Souvent seules aux côtés des migrants face aux politiques répressives, les associations pallient le désengagement des services publics, de l’arrivée des exilés à leur inclusion sociale.

S’il existait un guide exhaustif des organisations de l’économie sociale et solidaire (ESS) s’occupant des exilés, cet annuaire prendrait des airs de Bottin, tant les associations se créent ou renforcent leurs services au rythme du désengagement des services publics. Pour Florent Gueguen, la situation est édifiante. « Qui fait le premier accueil, apporte les aides d’urgence ? Qui oriente vers un hébergement ? Qui accompagne dans les procédures administratives, à la préfecture ? Qui propose des cours de français, des rencontres culturelles, de l’aide à l’accès à l’emploi et à la formation ? » demande le directeur de la Fnars, porte-parole de 850 associations et organismes de lutte contre l’exclusion. « L’Office français de l’immigration et de l’intégration (Ofii) coordonne bien le dispositif national d’accueil, la planification du nombre de places d’hébergement, la tarification, les maraudes. Mais, sur le terrain, il n’y a plus de services publics. À l’image de ce qui se passe dans la lutte contre l’exclusion, ces missions régaliennes sont déléguées totalement au secteur associatif, financé pour le faire. » De fait, même le secours en mer a été pris en charge par une organisation de militants à l’indignation courageuse, SOS Méditerranée (voir page IV)

Rien n’avait été anticipé pour la crise migratoire

Au quotidien, l’action associative se déploie selon deux modalités. Il y a, schématiquement, d’un côté, les organisations gestionnaires de dispositifs financés par l’État ou les collectivités locales, selon leurs compétences.
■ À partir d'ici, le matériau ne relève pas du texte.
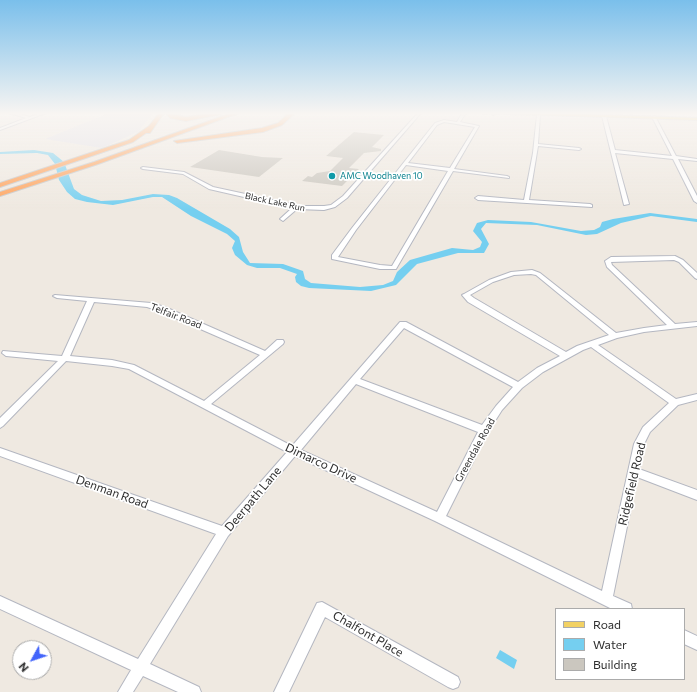 <!DOCTYPE html>
<style>
body{margin:0}
#map{position:relative;width:697px;height:692px;overflow:hidden;background:#efe9e1;font-family:Commissioner,sans-serif}
canvas{display:block}
.legend{position:absolute;left:555px;top:608px;width:130px;height:72px;box-sizing:border-box;background:#fff;border:1px solid #ababab;margin:0;padding:5px 7px;list-style:none;font-size:12px;color:#2e2e2e}
.legend li{display:flex;align-items:center;gap:8px;height:20px}
.legend b{width:20px;border:1px solid #ababab}
.north{position:absolute;left:12px;top:640px;width:40px;height:40px;box-sizing:border-box;background:#fff;border:1px solid #ababab;border-radius:50%;rotate:230deg;font-size:11px;font-weight:700;line-height:16px;text-align:center;color:#2e2e2e}
.north::after{content:'';display:block;margin:auto;width:14px;height:18px;background:#4264fb;clip-path:polygon(50% 0,100% 100%,50% 72%,0 100%)}
</style>
<div id="map">
<canvas width="697" height="692"></canvas>
<ul class="legend">
<li><b style="height:5px;background:#f2d163"></b>Road</li>
<li><b style="height:11px;background:#75cff0"></b>Water</li>
<li><b style="height:11px;background:#cbc7bf"></b>Building</li>
</ul>
<div class="north">N</div>
</div>
<script>
const context = document.querySelector('canvas').getContext('2d');
context.lineJoin = 'round';
function fillPath(path, color) { context.fillStyle = color; context.fill(path, 'evenodd'); }
const toPath = rows => new Path2D(rows.map(r => 'M' + r).join(''));
function trace(path, color, width, dash) { context.strokeStyle = color; context.lineWidth = width; context.lineCap = dash ? 'butt' : 'round'; context.setLineDash(dash || []); context.stroke(path); }
function drawText(font, color, halo, rows, align = 'center') {
  context.font = font + ' Commissioner,sans-serif'; context.lineWidth = 3.5; context.setLineDash([]); context.textBaseline = 'middle'; context.strokeStyle = halo; context.fillStyle = color; for (const [text, x, y, turn = 0] of rows) {
    context.save(); context.translate(x, y); context.rotate((+turn || 0) * Math.PI / 180); context.textAlign = isNaN(turn) ? turn : align; if (halo) context.strokeText(text, 0, 0); context.fillText(text, 0, 0); context.restore();
  }
}
const industrial = toPath([
 [109,113,154,113,138,132,102,148,45,139]
]);
const water = toPath([
 [34,150,53,153,64,162,74,189,82,195,101,201,122,200,153,194,169,195,177,198,230,229,239,237,243,252,250,263,283,264,303,271,305,279,311,283,360,287,383,285,393,281,397,272,410,260,452,248,473,250,480,247,482,242,473,231,477,223,488,220,531,222,581,231,594,230,600,227,602,222,613,219,650,213,697,219,697,222,651,216,621,223,597,234,586,235,537,225,486,223,481,229,489,244,484,253,458,253,417,264,396,285,371,291,309,288,301,286,296,282,295,277,297,274,280,268,257,268,247,265,235,255,232,248,235,241,227,234,191,216,162,197,153,197,113,205,87,202,75,199,67,192,59,180,55,164,48,155,37,153,0,154,0,152],
 [500,650,517,660,514,669,496,658]
]);
const building = toPath([
 [354,132,384,135,372,147,381,149,381,151,364,153,349,168,359,169,342,186,302,181,308,176,312,177,317,173,330,171,343,158,326,156],
 [219,150,262,157,283,158,259,177,190,167]
]);
const minor = toPath([
 [9,113,16,113,30,117,40,113,46,113,0,130,0,128,26,118,9,113],
 [418,113,421,113,347,198,335,207,324,210,297,209,283,221,280,219,281,218,292,208,209,189,183,174,143,169,141,168,143,167,184,172,213,187,301,206,324,206,331,205,343,196,418,113],
 [462,113,466,113,460,122,479,126,454,169,507,176,509,177,509,178,453,171,396,269,380,269,332,259,332,255,352,228,435,123,444,120,457,122,462,113],
 [444,122,475,127,450,168,408,163,437,125,444,122],
 [406,165,448,171,392,266,380,265,338,257,356,230,406,165],
 [491,113,495,113,495,114,493,115,491,113],
 [537,114,540,115,538,144,579,148,581,149,579,150,538,146,529,200,590,204,592,205,592,207,478,200,475,198,478,196,524,200,533,153,537,114],
 [604,115,606,116,615,150,672,156,652,117,655,116,676,156,697,159,697,161,678,159,697,196,697,203,694,201,673,159,615,153,629,204,624,205,602,116,604,115],
 [675,256,683,260,697,273,697,279,695,278,679,262,674,260,611,262,612,265,675,324,697,322,697,326,644,332,617,338,598,345,676,399,697,394,697,400,678,405,650,432,644,444,639,469,697,490,697,500,637,477,613,596,631,604,632,609,612,609,435,521,295,456,228,536,150,664,199,687,201,692,178,692,143,676,133,692,118,692,131,670,0,609,0,596,138,659,216,534,0,456,0,448,222,526,287,452,129,369,112,366,66,361,3,426,0,428,0,418,58,361,6,356,2,353,3,351,62,356,87,301,57,298,53,296,55,295,151,303,165,307,265,351,277,340,283,340,284,342,283,344,211,404,292,446,400,322,406,322,518,382,537,368,560,356,468,302,462,295,464,294,489,280,511,272,532,270,540,273,616,333,644,328,667,325,607,267,605,261,611,257,675,256],
 [531,274,536,275,609,335,577,346,566,352,474,298,470,295,493,282,514,275,531,274],
 [94,302,147,307,159,311,260,355,204,401,134,365,112,360,70,356,94,302],
 [404,328,513,387,496,406,482,425,360,379,404,328],
 [591,347,669,403,643,427,634,444,602,591,446,516,488,432,502,410,522,388,543,372,583,350,591,347],
 [356,384,478,432,437,512,301,450,356,384],
 [322,602,458,677,460,682,458,687,453,689,448,687,325,617,289,692,274,692,317,603,322,602],
 [684,630,697,636,697,650,684,644,684,630]
]);
const major = toPath([
 [548,113,697,118,697,120,478,113,548,113]
]);
const highway = toPath([
 [159,113,164,113,150,133,146,133,133,142,0,187,0,183,129,140,149,126,159,113],
 [166,113,186,117,212,113,222,114,186,121,170,118,166,113],
 [231,113,239,113,98,164,0,196,0,192,94,162,231,113],
 [289,113,295,113,282,125,263,132,177,143,174,141,262,128,278,123,289,113]
]);
const markers = [
 [332,176,4,"#0f9aa8"]
];
const farCulturenames = [
 ["AMC Woodhaven 10",340,176]
];
const farStreetnames = [
 ["Black Lake Run",275,202,12]
];
const streetNames = [
 ["Telfair Road",176,316,21],
 ["Greendale Road",475,450,-61]
];
const nearStreetnames = [
 ["Dimarco Drive",321,463,25],
 ["Ridgefield Road",632,484,-77],
 ["Denman Road",112,492,20],
 ["Deerpath Lane",253,499,-50],
 ["Chalfont Place",368,634,30]
];
fillPath(industrial, '#e3e1e8');
fillPath(water, '#75cff0');
fillPath(building, '#cbc7bf');
trace(minor, '#b4b7c1', 2);
trace(major, '#c9c9c9', 2);
trace(highway, '#c9c9c9', 2);
fillPath(minor, '#fff');
fillPath(major, '#f2d163');
fillPath(highway, '#ffa35c');
const sky = context.createLinearGradient(0, 0, 0, 210);
sky.addColorStop(0, '#7abfeb');
sky.addColorStop(0.54, '#f8f5f2');
sky.addColorStop(1, '#f8f5f200');
context.fillStyle = sky;
context.fillRect(0, 0, 697, 210);
for (const [x, y, r, color] of markers) { const dot = new Path2D(); dot.arc(x, y, r, 0, 2 * Math.PI); context.fillStyle = color; context.fill(dot); trace(dot, '#fff', 1.5); }
drawText('9px', '#0d838f', '#fff', farCulturenames, 'left');
drawText('9px', '#2e2e2e', '#fff', farStreetnames);
drawText('10px', '#2e2e2e', '#fff', streetNames);
drawText('12px', '#2e2e2e', '#fff', nearStreetnames);
</script>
Il en va ainsi pour les centres d’accueil et hébergement d’urgence de demandeurs d’asile (Cada et Huda), gérés après appel d’offres par des réseaux tels France terre d’asile, Coallia, Emmaüs Solidarité, dont les salariés assurent le suivi administratif et social des migrants. Et puis, il y a les associations non gestionnaires des dispositifs d’État, mêlant grands réseaux de solidarité (Cimade, Gisti, Secours populaire ou catholique, MSF, Médecins du monde, l’Auberge des migrants…) et quantité de petites associations locales. (...)

Cette course derrière les urgences ne s’est pas faite sans heurt pour les associations, leurs militants, bénévoles et salariés. La circulaire Colomb, dénoncée par vingt-sept associations parce qu’elle « remet en cause le principe légal d’accueil inconditionnel en hébergement d’urgence » en instaurant « un véritable tri selon la nationalité ou le statut administratif des personnes », démontre que l’État tente de les faire passer d’un rôle de délégataires de services publics, respectueux de leurs valeurs et éthique, à un rôle de simples ­exécutants des décisions gouvernementales. L’inflexion passe plus pernicieusement par des diminutions constantes de subventions pour privilégier les passations de marchés publics. Les associations historiques se retrouvent en concurrence avec de nouvelles structures plus ou moins téléguidées politiquement, souvent moins chères car moins-disantes en accompagnement social. Elles se retrouvent aussi face à une financiarisation des financements. Ainsi, Adoma, société d’économie mixte, a recouru à 100 millions d’euros en titres à impact social souscrits par six investisseurs privés, pour boucler son financement de 7 700 places en hébergement d’urgence. Pour l’heure, la grande majorité de ces ONG ont choisi d’en revenir à leur projet associatif initial pour mieux résister.

Mais l’ESS fait aussi « du bien et du mal », résume une éducatrice spécialisée, restée anonyme pour éviter les retours de bâton. « On le voit bien dans les Alpes-Maritimes. Face à la grande détresse des migrants, notamment des mineurs, des gens se constituent en association pour leur venir en aide, comme dans la vallée de la Roya. Mais il y a aussi des structures qui préfèrent ne pas employer de travailleurs sociaux, trop chers, et font appel à des bénévoles. Fini l’accompagnement social. C’est de l’assistance, de la charité, avec parfois des maîtres chiens pour accueillir des mineurs. » (...)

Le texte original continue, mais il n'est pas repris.